**TASK TO CARRY OUT**
The answer must repeat every record exactly, with all pictures omitted.

**THE DATA**

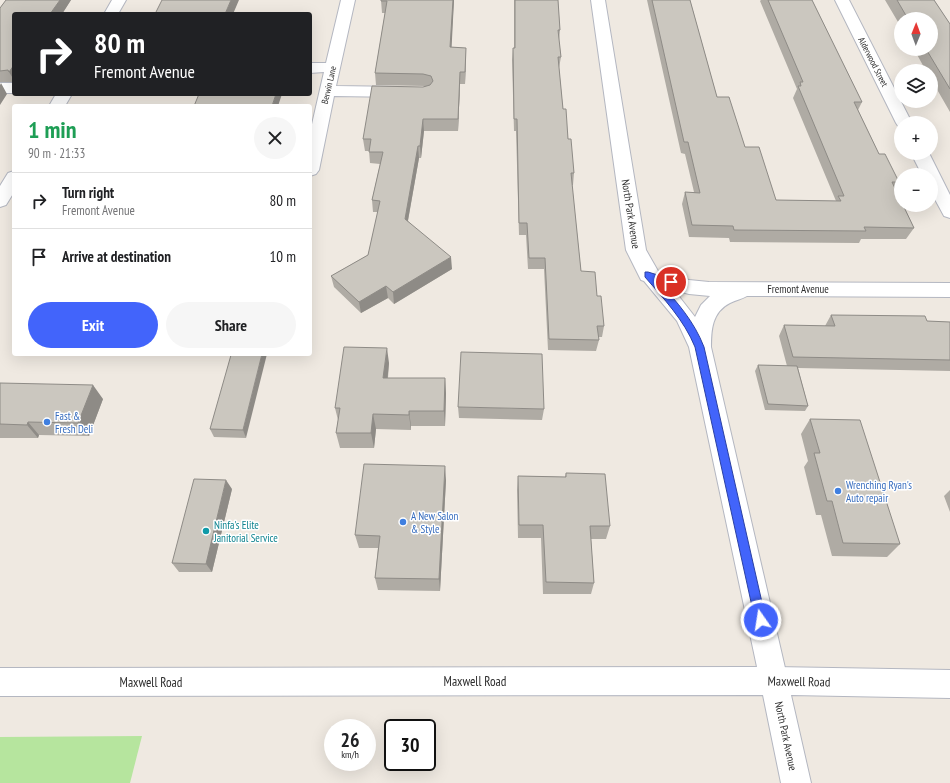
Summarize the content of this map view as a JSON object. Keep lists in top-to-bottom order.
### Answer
{
  "streets": {
    "street": [
      "Alderwood Street",
      "Berwin Lane",
      "North Park Avenue",
      "Fremont Avenue",
      "Maxwell Road"
    ]
  },
  "crossings": [
    ["North Park Avenue", "Fremont Avenue"],
    ["North Park Avenue", "Maxwell Road"]
  ],
  "places": [
    "Fast & Fresh Deli",
    "Wrenching Ryan's Auto repair",
    "A New Salon & Style",
    "Ninfa's Elite Janitorial Service"
  ],
  "north": "top",
  "page": {
    "map_buttons": ["+", "−"],
    "turn": ["80 m", "Fremont Avenue"],
    "heading": ["1 min", "90 m · 21:33"],
    "list": [
      {
        "name": "Turn right",
        "note": "Fremont Avenue",
        "value": "80 m"
      },
      {
        "name": "Arrive at destination",
        "value": "10 m"
      }
    ],
    "buttons": ["Exit", "Share"],
    "speed": "26 km/h",
    "limit": "30"
  }
}
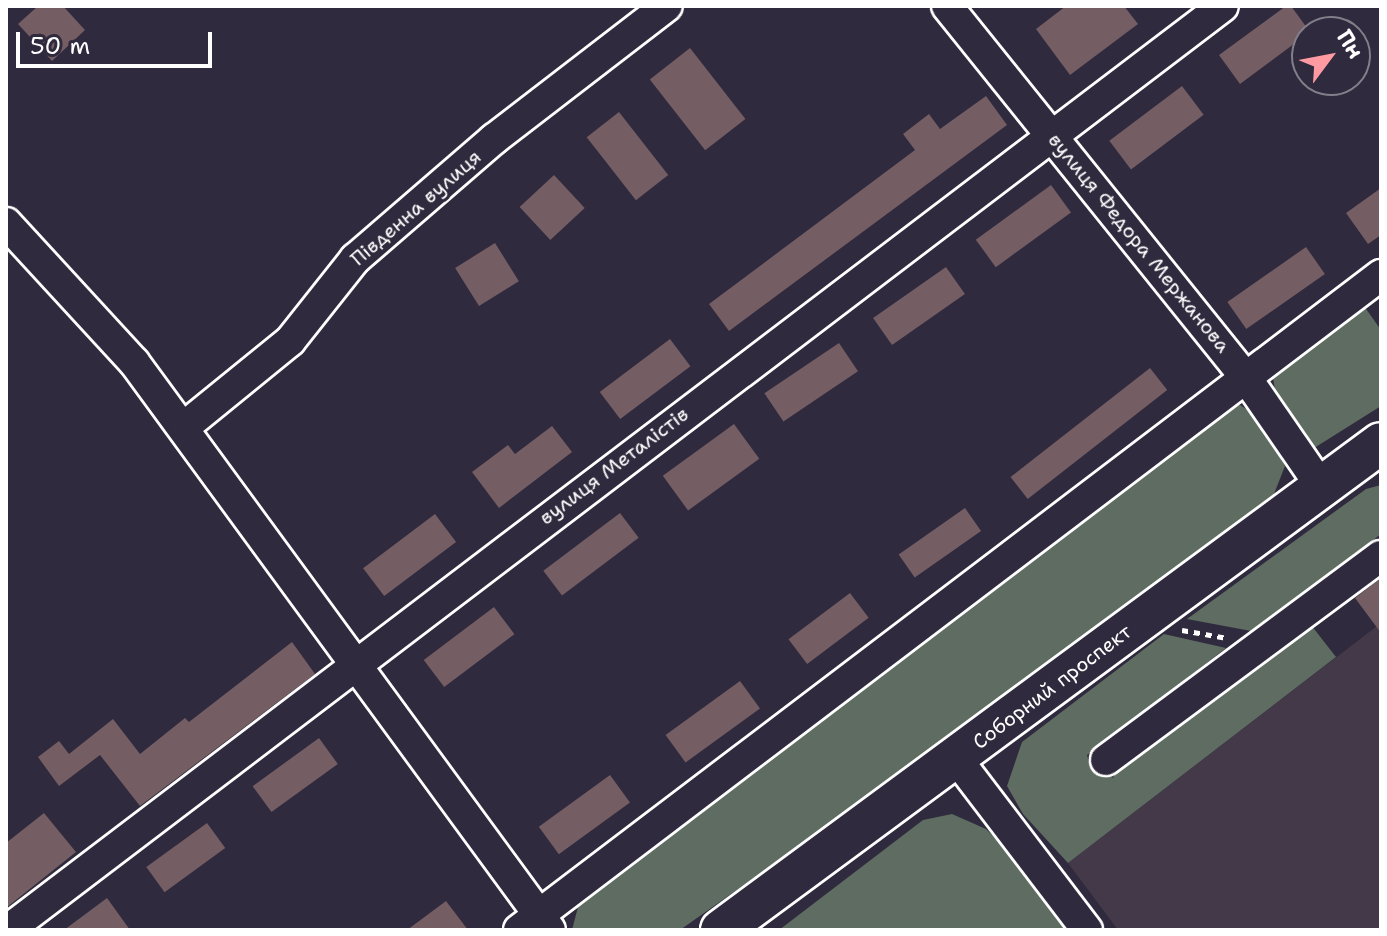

**EXERCISE SOLUTION**
Summarize the content of this map view as a JSON object. Keep lists in top-to-bottom order.
### Answer
{
  "streets": {
    "street": [
      "Alderwood Street",
      "Berwin Lane",
      "North Park Avenue",
      "Fremont Avenue",
      "Maxwell Road"
    ]
  },
  "crossings": [
    ["North Park Avenue", "Fremont Avenue"],
    ["North Park Avenue", "Maxwell Road"]
  ],
  "places": [
    "Fast & Fresh Deli",
    "Wrenching Ryan's Auto repair",
    "A New Salon & Style",
    "Ninfa's Elite Janitorial Service"
  ],
  "north": "top",
  "page": {
    "map_buttons": ["+", "−"],
    "turn": ["80 m", "Fremont Avenue"],
    "heading": ["1 min", "90 m · 21:33"],
    "list": [
      {
        "name": "Turn right",
        "note": "Fremont Avenue",
        "value": "80 m"
      },
      {
        "name": "Arrive at destination",
        "value": "10 m"
      }
    ],
    "buttons": ["Exit", "Share"],
    "speed": "26 km/h",
    "limit": "30"
  }
}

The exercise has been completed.